Issu du projet collectif FORMEEPS qui a réuni pendant 2 ans une quinzaine de chercheurs, ce livre vise à faire un point sur les lieux et les acteurs de la formation des enseignants d’EPS en France, en privilégiant une approche par le local. Nous avons réalisé l’interview de Julien Fuch maitre de conférences à Brest qui a coordonné ce livre avec Jean-Nicolas Renaud.

Est-ce que tu peux nous présenter l’ouvrage que vous avez réalisé ?

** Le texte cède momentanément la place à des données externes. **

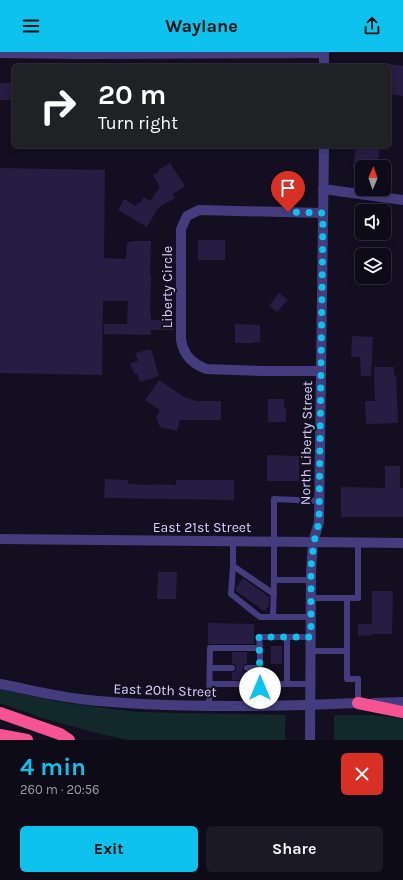 <!DOCTYPE html>
<meta charset="utf-8">
<style>
:root{--surface:#0e0b19;--page:#1c1926;--text:#f1f3f6;--muted:#9b9ba2;--line:#2e2b38;--accent:#0dc2ec}
body{margin:0;font-family:Karla,sans-serif;background:var(--page);color:var(--text);height:100vh;display:flex;flex-direction:column;font-size:15px;white-space:nowrap}
*{box-sizing:border-box;margin:0}
p{font-size:13px;color:var(--muted)}
.icon{flex:none;width:22px;height:22px;fill:none;stroke:currentColor;stroke-width:2;stroke-linecap:round;stroke-linejoin:round}
.map{position:relative;height:688px;overflow:hidden}
.sheet{display:flex;flex-direction:column;background:var(--surface);flex:1}
.sheet>*{flex:none}
.top-card{position:absolute;left:12px;top:12px;width:379px;height:84px;border-radius:6px;box-shadow:0 2px 6px #0003,0 0 0 1px var(--line);background:#202124;color:#fff;overflow:hidden}
.needle{width:26px;rotate:2deg}
.buttons{position:absolute;left:355px;top:108px;display:grid;gap:8px}
.buttons a{display:grid;place-items:center;width:36px;height:36px;border-radius:6px;background:var(--surface);box-shadow:0 2px 6px #0003,0 0 0 1px var(--line);font-size:20px}
.pin{position:absolute;display:grid;place-items:center;width:34px;height:34px;color:#fff;margin:-41px -17px;border-radius:50% 50% 50% 0;rotate:-45deg;box-shadow:0 0 4px #0007}
.pin .icon{rotate:45deg}
.me{position:absolute;width:44px;margin:-22px;rotate:0deg;stroke-linejoin:round;filter:drop-shadow(0 0 3px #0008)}
.turn{display:flex;align-items:center;gap:14px;height:84px;padding:0 20px;font-size:18px}
.turn .icon{width:52px;height:52px;stroke-width:2.5}
.turn b{display:block;font-size:28px;line-height:34px}
.round{display:grid;place-items:center;flex:none;width:42px;height:42px;border-radius:6px;background:var(--page)}
.head{display:flex;align-items:center;justify-content:space-between;height:68px;padding:0 20px}
h1{font-size:24px;font-weight:700;line-height:30px;color:var(--accent)}
.action{display:flex;gap:8px;margin-top:auto;padding:8px 20px}
.action a{flex:1;height:46px;border-radius:6px;background:var(--accent);color:#111;font-size:16px;font-weight:700;line-height:46px;text-align:center}
.action a+a{background:var(--page);color:var(--text)}
header{display:flex;justify-content:space-between;align-items:center;height:52px;padding:0 20px;background:var(--accent);color:#111;font-size:18px;font-weight:700}
.map>svg:first-child{display:block}
</style>
<header><svg class="icon" aria-label="menu" viewBox="0 0 24 24"><path d="M4 6h16M4 12h16M4 18h16"/></svg>Waylane<svg class="icon" aria-label="share" viewBox="0 0 24 24"><path d="M12 15V3M7 8l5-5 5 5M5 13v7h14v-7"/></svg></header>
<div class="map">
<svg width="403" height="688" viewBox="0 0 403 688">
<rect width="100%" height="100%" fill="#130f21"/>
<g fill="#12292b">
<polygon points="0,637 28,643 60,650 89,654 138,660 286,663 285,673 285,688 128,688 97,681 45,667 0,651"/>
<polygon points="335,663 371,663 403,666 403,688 334,688 334,665"/>
</g>
<g fill="#271c41">
<polygon points="389,12 403,14 403,44 389,42"/>
<rect x="0" y="31" width="14" height="17"/>
<polygon points="356,94 380,94 377,115 353,115"/>
<polygon points="170,111 185,134 173,142 175,146 158,156 147,175 118,158 124,147 136,154 138,150 140,151 144,145 150,149 160,135 153,123 159,120 158,118"/>
<polygon points="0,116 105,118 104,206 126,207 127,190 132,190 132,189 151,189 150,223 151,223 150,262 151,262 151,268 174,268 174,278 151,278 151,283 104,282 104,272 127,272 128,249 103,249 102,323 0,321"/>
<rect x="198" y="188" width="27" height="20"/>
<polygon points="279,241 288,248 277,260 269,254"/>
<polygon points="235,272 260,273 260,290 253,290 253,291 235,291"/>
<polygon points="352,284 373,285 371,324 361,324 360,305 351,305"/>
<polygon points="151,297 159,324 140,330 137,321 134,322 130,311 138,309 135,301"/>
<polygon points="374,315 394,315 394,323 396,323 398,371 366,372 365,349 375,349"/>
<polygon points="159,328 184,345 196,349 221,349 221,368 180,368 177,379 160,375 156,366 160,358 145,348"/>
<polygon points="268,347 284,347 284,356 286,356 286,370 268,370"/>
<polygon points="267,403 299,404 299,429 267,429"/>
<polygon points="385,414 400,414 400,436 403,436 403,465 341,465 341,435 385,436"/>
<polygon points="105,427 128,428 128,432 154,433 154,432 176,433 176,428 234,428 234,448 104,446"/>
<polygon points="158,520 177,520 176,547 157,547"/>
<polygon points="243,526 269,545 269,554 264,559 236,539 236,536"/>
<polygon points="372,539 393,539 392,582 372,582 372,583 358,584 358,572 372,572"/>
<polygon points="208,571 254,572 254,592 208,592"/>
<rect x="271" y="594" width="11" height="18"/>
<polygon points="232,600 247,600 247,612 244,612 243,616 243,619 247,620 247,628 232,628 232,620 235,620 236,616 236,613 232,612"/>
</g>
<g fill="none" stroke-linecap="round" stroke-linejoin="round">
<g stroke="#443c7d" stroke-width="6">
<polyline points="233,489 233,514 231,542 260,565 311,565"/>
<polyline points="233,514 274,542"/>
<polyline points="311,528 274,528 274,447 319,449"/>
<polyline points="311,546 347,546"/>
<polyline points="273,565 274,528"/>
<polyline points="287,585 287,632"/>
<polyline points="260,596 260,654"/>
<polyline points="311,599 347,599 347,627 358,627 358,651"/>
<polyline points="347,599 347,546 358,546 358,491"/>
<polyline points="210,616 232,616"/>
<polyline points="247,616 259,616"/>
<polyline points="210,632 310,632"/>
<polyline points="209,654 210,596 260,596 259,585 311,585"/>
</g>
<g stroke="#443c7d" stroke-width="10">
<polyline points="0,1 83,2 324,1"/>
<polyline points="323,137 403,148"/>
<path d="M 321,319 L 264,319 L 206,317 C 192,311 184,304 181,288 L 181,177 L 187,164 L 199,158 L 323,161"/>
<polyline points="373,651 403,650"/>
</g>
<g stroke="#443c7d" stroke-width="10">
<polyline points="324,14 324,0"/>
<polyline points="0,487 313,490 403,491"/>
<path d="M 0,632 C 27,637 53,644 80,647 C 131,653 181,654 231,654 C 274,654 316,653 358,651"/>
<polyline points="310,688 311,520 313,490 319,470 324,94"/>
</g>
<g stroke="#f55392" stroke-width="12">
<polyline points="358,651 403,660"/>
<polyline points="0,661 60,682 69,688"/>
<polyline points="0,683 27,688"/>
</g>
</g>
<g fill="none" stroke-linecap="round" stroke-linejoin="round">
<polyline stroke="#0dc2ec" stroke-width="7" stroke-dasharray="0 12.6" points="260,636 259,585 311,585 311,514 314,490 319,470 323,161 288,160"/>
</g>
<g text-anchor="middle" stroke-width="4" stroke-linejoin="round" paint-order="stroke">
<g font-size="14" fill="#dad1fc" stroke="#130f21">
<text transform="translate(167 235) rotate(-90)" y="5">Liberty Circle</text>
<text transform="translate(306 391) rotate(-89)" y="5">North Liberty Street</text>
<text x="202" y="480">East 21st Street</text>
<text transform="translate(165 638) rotate(2)" y="5">East 20th Street</text>
</g>
</g>
</svg>
<div class="buttons">
<a><svg class="needle" viewBox="-14 -14 28 28"><path d="M0-13l5 13h-10z" fill="#e53935"/><path d="M0 13l5-13h-10z" fill="#9b9ba2"/></svg></a>
<a><svg class="icon" aria-label="sound" viewBox="0 0 24 24"><path d="M4 9h4l5-4v14l-5-4H4zM17 9q2 3 0 6"/></svg></a>
<a><svg class="icon" aria-label="layers" viewBox="0 0 24 24"><path d="M12 4l9 5-9 5-9-5zM3 14l9 5 9-5"/></svg></a>
</div>
<div class="pin" style="left:288px;top:160px;background:#d93025"><svg class="icon" aria-label="arrive" viewBox="0 0 24 24"><path d="M6 21V4h12l-3 4 3 4H6"/></svg></div>
<svg class="me" style="left:260px;top:636px" viewBox="-20 -20 40 40"><circle r="19" fill="#fff"/><path d="M0-13L10 11 0 6-10 11z" fill="#0dc2ec"/></svg>
<div class="top-card">
<div class="turn"><svg class="icon" aria-label="right" viewBox="0 0 24 24"><path d="M7 20v-9h11M14 6l5 5-5 5"/></svg><div><b>20 m</b>Turn right</div></div>
</div>
</div>
<section class="sheet">
<div class="head"><div><h1>4 min</h1><p>260 m · 20:56</p></div><a class="round" style="background:#d93025;color:#fff"><svg class="icon" aria-label="close" viewBox="0 0 24 24"><path d="M6 6l12 12M18 6L6 18"/></svg></a></div>
<div class="action"><a>Exit</a><a>Share</a></div>
</section> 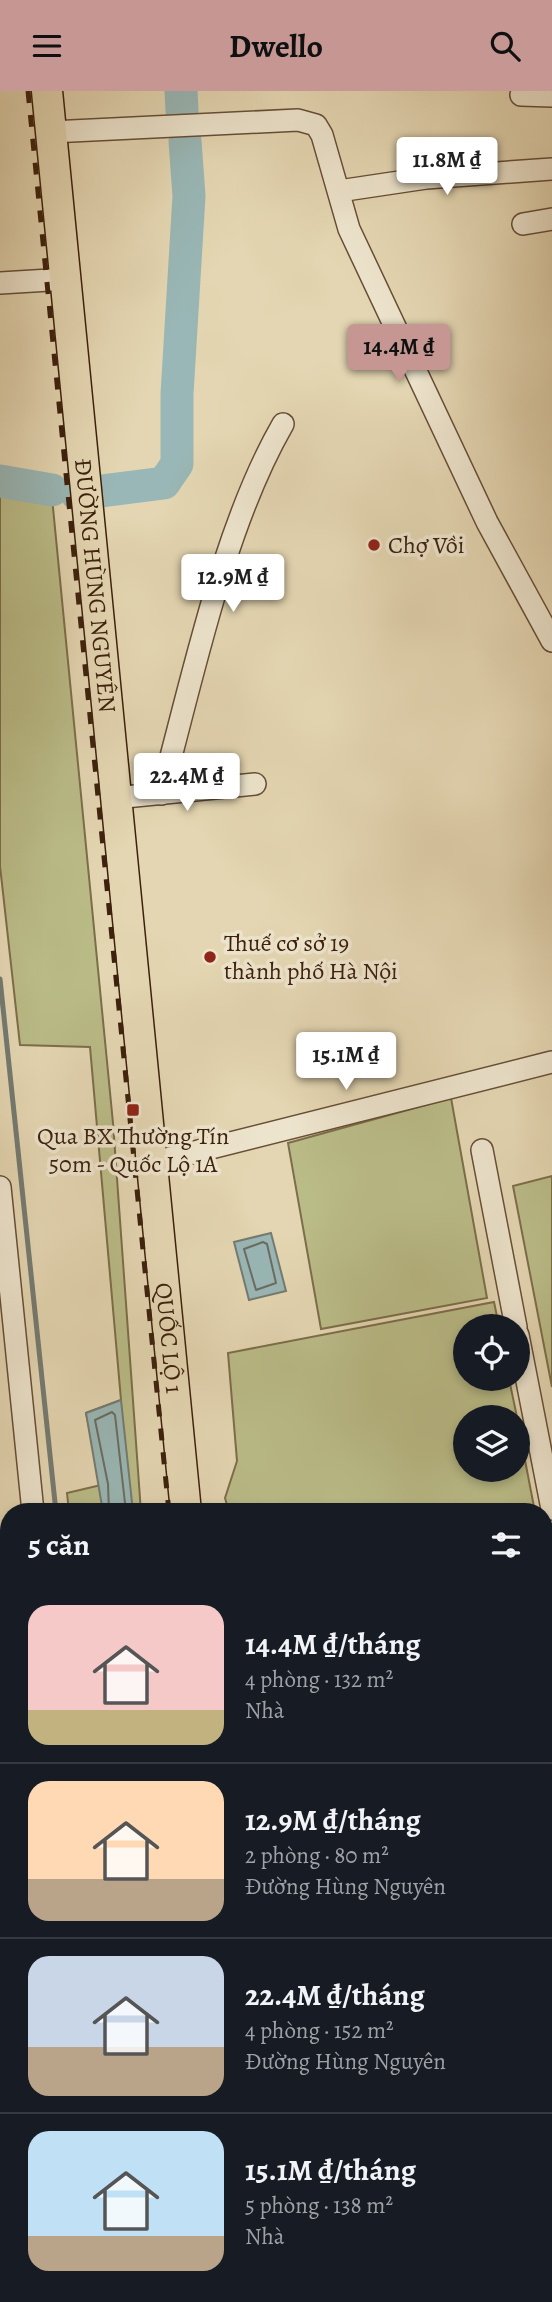 <!DOCTYPE html>
<html lang="vi">
<meta charset="utf-8">
<style>
:root{--surface:#171b24;--page:#242831;--text:#f1f3f6;--muted:#9ea1a6;--line:#363941;--accent:#c59692}
body{margin:0;font-family:Alegreya,serif;background:var(--page);color:var(--text);height:100vh;display:flex;flex-direction:column;font-size:26px;white-space:nowrap}
*{box-sizing:border-box;margin:0}
p{font-size:23px;color:var(--muted)}
.icon{flex:none;width:38px;height:38px;fill:none;stroke:currentColor;stroke-width:2;stroke-linecap:round;stroke-linejoin:round}
.map{position:relative;flex:1;overflow:hidden}
.panel{position:absolute;left:0px;top:1412px;width:553px;height:800px;display:flex;flex-direction:column;background:var(--surface);border-radius:28px 28px 0 0;box-shadow:0 4px 10px #0003}
.panel>*{flex:none}
.tools{position:absolute;left:453px;top:1223px;display:grid;gap:14px}
.tools a{display:grid;place-items:center;width:77px;height:77px;border-radius:50%;background:var(--surface);box-shadow:0 4px 10px #0003;font-size:35px}
.price{position:absolute;translate:-50% -60px;padding:0 16px;border-radius:7px;background:#fff;color:#222;font-size:23px;line-height:46px;filter:drop-shadow(0 2px 4px #0008)}
.price::after{content:'';position:absolute;left:50%;top:42px;width:21px;height:16px;margin-left:-10px;background:inherit;clip-path:polygon(0 0,100% 0,50% 100%)}
.price.active{background:var(--accent);color:#111}
ul{padding:0;list-style:none}
li{display:flex;align-items:center;gap:21px;height:175px;padding:0 28px}
li+li{border-top:2px solid var(--line)}
li span{display:grid;place-items:center;flex:none;width:196px;height:140px;border-radius:21px;color:#555}
li>.icon{margin-inline-start:auto}
span .icon{width:84px;height:84px;fill:#fffc;stroke-width:1}
li b{font-size:30px}
h2{display:flex;justify-content:space-between;align-items:center;height:84px;padding:0 28px;font-size:30px}
header{display:flex;justify-content:space-between;align-items:center;height:91px;padding:0 28px;background:var(--accent);color:#111;font-size:32px;font-weight:700}
.map>svg:first-child{display:block}
</style>
<header><svg class="icon" aria-label="menu" viewBox="0 0 24 24"><path d="M4 6h16M4 12h16M4 18h16"/></svg>Dwello<svg class="icon" aria-label="search" viewBox="0 0 24 24"><circle cx="10" cy="10" r="6"/><path d="M15 15l6 6"/></svg></header>
<div class="map">
<svg width="552" height="2211" viewBox="0 0 552 2211">
<rect width="100%" height="100%" fill="#e4d6b2"/>
<filter id="stains"><feTurbulence type="fractalNoise" baseFrequency=".00286" numOctaves="4"/><feColorMatrix values="0 0 0 0 .2 0 0 0 0 .09 0 0 0 0 .02 0 0 0 .5 -.17"/></filter>
<radialGradient id="worn" r=".72"><stop offset=".6" stop-color="#630" stop-opacity="0"/><stop offset="1" stop-color="#630" stop-opacity=".3"/></radialGradient>
<g fill="#babc88" stroke="#7c6e4a" stroke-width="2">
<polygon points="50,386 113,1032 141,1421 69,1421 67,1402 101,1394 86,1322 121,1309 90,956 20,954 0,775 0,391"/>
<polygon points="451,1007 487,1207 321,1238 288,1052"/>
<polygon points="552,1085 552,1296 513,1095"/>
<polygon points="494,1211 499,1235 466,1236 466,1288 509,1288 517,1326 466,1326 466,1379 518,1379 518,1333 535,1421 229,1421 225,1407 237,1370 228,1262"/>
<polygon points="544,1469 552,1509 552,2061 544,2063"/>
<polygon points="9,2127 9,2203 97,2203 98,2211 0,2211 0,2130"/>
<polygon points="148,2203 223,2203 224,2211 149,2211"/>
<polygon points="281,2203 505,2203 507,2211 282,2211"/>
</g>
<g fill="#99b7b6" stroke="#747b72" stroke-width="2">
<polygon points="271,1142 286,1200 249,1209 234,1151"/>
<polygon points="121,1309 133,1421 103,1421 86,1322"/>
</g>
<g fill="none" stroke-linecap="round" stroke-linejoin="round">
<g stroke="#6b6c62" stroke-width="2">
<polygon points="263,1151 267,1153 276,1192 256,1199 244,1158"/>
<polyline points="109,1421 108,1393 95,1329 112,1321 115,1324 126,1421"/>
</g>
<g stroke="#747b72" stroke-width="5">
<polyline points="0,888 56,1421"/>
<polyline points="138,2203 139,2211"/>
</g>
<g stroke="#99b7b6" stroke-width="33">
<polyline points="181,0 182,20"/>
<polyline points="0,390 52,399"/>
<polyline points="77,403 164,392 177,373 177,303 189,105 185,50"/>
</g>
<defs>
<g id="minor">
<polyline points="521,4 552,5"/>
<polyline points="51,41 298,29 316,34 322,44 349,138 487,431 552,550"/>
<polyline points="339,100 426,87 552,78"/>
<polyline points="523,133 552,128"/>
<polyline points="0,192 66,188"/>
<path d="M161,703c32,-116 62,-266 122,-370"/>
<polyline points="115,707 255,693"/>
<polyline points="482,1059 516,1236"/>
<polyline points="151,1072 552,971"/>
<polyline points="0,1096 33,1421"/>
<polyline points="518,1244 552,1418"/>
<polyline points="544,2082 552,2080"/>
<polyline points="114,2203 114,2211"/>
<polyline points="522,2203 523,2211"/>
</g>
<g id="highway">
<path id="s1" d="M47,0l139,1421"/>
<polyline points="270,2203 271,2211"/>
</g>
</defs>
<use href="#minor" stroke="#674e36" stroke-width="24"/>
<use href="#highway" stroke="#3d210d" stroke-width="33"/>
<use href="#minor" stroke="#ede4cd" stroke-width="21"/>
<use href="#highway" stroke="#e4d6b2" stroke-width="30"/>
<g stroke="#3d210d" stroke-width="5" stroke-dasharray="12 12" stroke-linecap="butt">
<polyline points="28,0 169,1421"/>
<polyline points="239,2203 239,2211"/>
</g>
</g>
<g fill="#8f2418" stroke="#ede4cd" stroke-width="2.5">
<circle cx="374" cy="454" r="7"/>
<circle cx="210" cy="866" r="7"/>
<rect x="126" y="1012" width="14" height="14" rx="3.5"/>
</g>
<g text-anchor="middle" stroke-width="7" stroke-linejoin="round" paint-order="stroke">
<g font-size="24" fill="#3d210d" stroke="#ede4cd" text-anchor="start">
<text x="388" y="462">Chợ Vồi</text>
<text x="224" y="860">Thuế cơ sở 19<tspan x="224" dy="28">thành phố Hà Nội</tspan></text>
<text x="133" y="1053" text-anchor="middle">Qua BX Thường Tín<tspan x="133" dy="28">50m - Quốc Lộ 1A</tspan></text>
</g>
<g font-size="24" fill="#3d210d" stroke="#ede4cd">
<text dy="8" stroke="none"><textPath href="#s1" startOffset="497">ĐƯỜNG HÙNG NGUYÊN</textPath></text>
<text dy="8" stroke="none"><textPath href="#s1" startOffset="1253">QUỐC LỘ 1</textPath></text>
</g>
</g>
<rect width="100%" height="100%" filter="url(#stains)"/>
<rect width="100%" height="100%" fill="url(#worn)"/>
</svg>
<div class="tools">
<a><svg class="icon" aria-label="locate" viewBox="0 0 24 24"><circle cx="12" cy="12" r="6"/><path d="M12 2v4M12 18v4M2 12h4M18 12h4"/></svg></a>
<a><svg class="icon" aria-label="layers" viewBox="0 0 24 24"><path d="M12 4l9 5-9 5-9-5zM3 14l9 5 9-5"/></svg></a>
</div>
<b class="price" style="left:447px;top:106px">11.8M ₫</b>
<b class="price active" style="left:399px;top:293px">14.4M ₫</b>
<b class="price" style="left:233px;top:523px">12.9M ₫</b>
<b class="price" style="left:187px;top:722px">22.4M ₫</b>
<b class="price" style="left:346px;top:1001px">15.1M ₫</b>
<section class="panel">
<h2>5 căn<svg class="icon" aria-label="filters" viewBox="0 0 24 24"><path d="M4 7h16M4 17h16"/><circle cx="9" cy="7" r="2"/><circle cx="15" cy="17" r="2"/></svg></h2>
<ul>
<li><span style="background:linear-gradient(#f6c9c9 75%,#c2b280 0)"><svg class="icon" aria-label="home" viewBox="0 0 24 24"><path d="M3 11l9-7 9 7M6 9v11h12V9"/></svg></span><div><b>14.4M ₫/tháng</b><p>4 phòng · 132 m²</p><p>Nhà</p></div></li>
<li><span style="background:linear-gradient(#ffd9b3 70%,#b9a48a 0)"><svg class="icon" aria-label="home" viewBox="0 0 24 24"><path d="M3 11l9-7 9 7M6 9v11h12V9"/></svg></span><div><b>12.9M ₫/tháng</b><p>2 phòng · 80 m²</p><p>Đường Hùng Nguyên</p></div></li>
<li><span style="background:linear-gradient(#c9d6e8 65%,#b9a48a 0)"><svg class="icon" aria-label="home" viewBox="0 0 24 24"><path d="M3 11l9-7 9 7M6 9v11h12V9"/></svg></span><div><b>22.4M ₫/tháng</b><p>4 phòng · 152 m²</p><p>Đường Hùng Nguyên</p></div></li>
<li><span style="background:linear-gradient(#bfe0f5 75%,#b9a48a 0)"><svg class="icon" aria-label="home" viewBox="0 0 24 24"><path d="M3 11l9-7 9 7M6 9v11h12V9"/></svg></span><div><b>15.1M ₫/tháng</b><p>5 phòng · 138 m²</p><p>Nhà</p></div></li>
</ul>
</section>
</div>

Ce livre est le résultat d’un projet de recherche mené pendant deux ans, qui s’intitulait FORMEEPS (« FORmer les Enseignants d’EPS »), et qui a été labellisé par la Maison des Sciences de l’Homme de Bretagne. Au cours de cette aventure, une quinzaine d’historien.ne.s et de sociologues ont travaillé ensemble, au cours de séminaires et de séquences de recherche en archives, à partir d’entretiens aussi, pour faire l’histoire de certains lieux de formation (des CREPS, des IREPS, des UER EPS, etc.). L’idée initiale était d’appréhender la période 1945-1975, qui est la plus riche en termes de débats à propos des contenus et des structures de la formation, et qui est aussi la période sur laquelle, un peu paradoxalement, on savait le moins de choses. Dans ces années-là, on est vraiment face à une myriade de structures de formation qui ont chacune leurs logiques propres. Entre un CREPS et un autre, entre un IREPS et un autre, les logiques de formation, les acteurs, les contenus diffèrent réellement (pour ne donner que quelques exemples : les heures de physiologie-anatomie sont plus nombreuses en IREPS qu’en CREPS, et enseignées jusqu’en P2B en IREPS ; les heures d’activités physiques, elles, sont importantes en IREPS comme en CREPS – 16h par semaine généralement -, mais l’équilibre des enseignements théoriques avec les enseignements pratiques est plus marqué en IREPS qu’en CREPS ; etc.), à une époque où le recrutement et les statuts des enseignants sont eux aussi très divers (CAPEPS, Professorat-adjoint, PEGC, maîtres, etc.).

En feuilletant l’ouvrage je constate que vous avez choisi d’avoir une entrée locale par période de la question de la formation. Penses-tu que la situation locale puisse donner la lecture de la formation d’un point de vue plus global ?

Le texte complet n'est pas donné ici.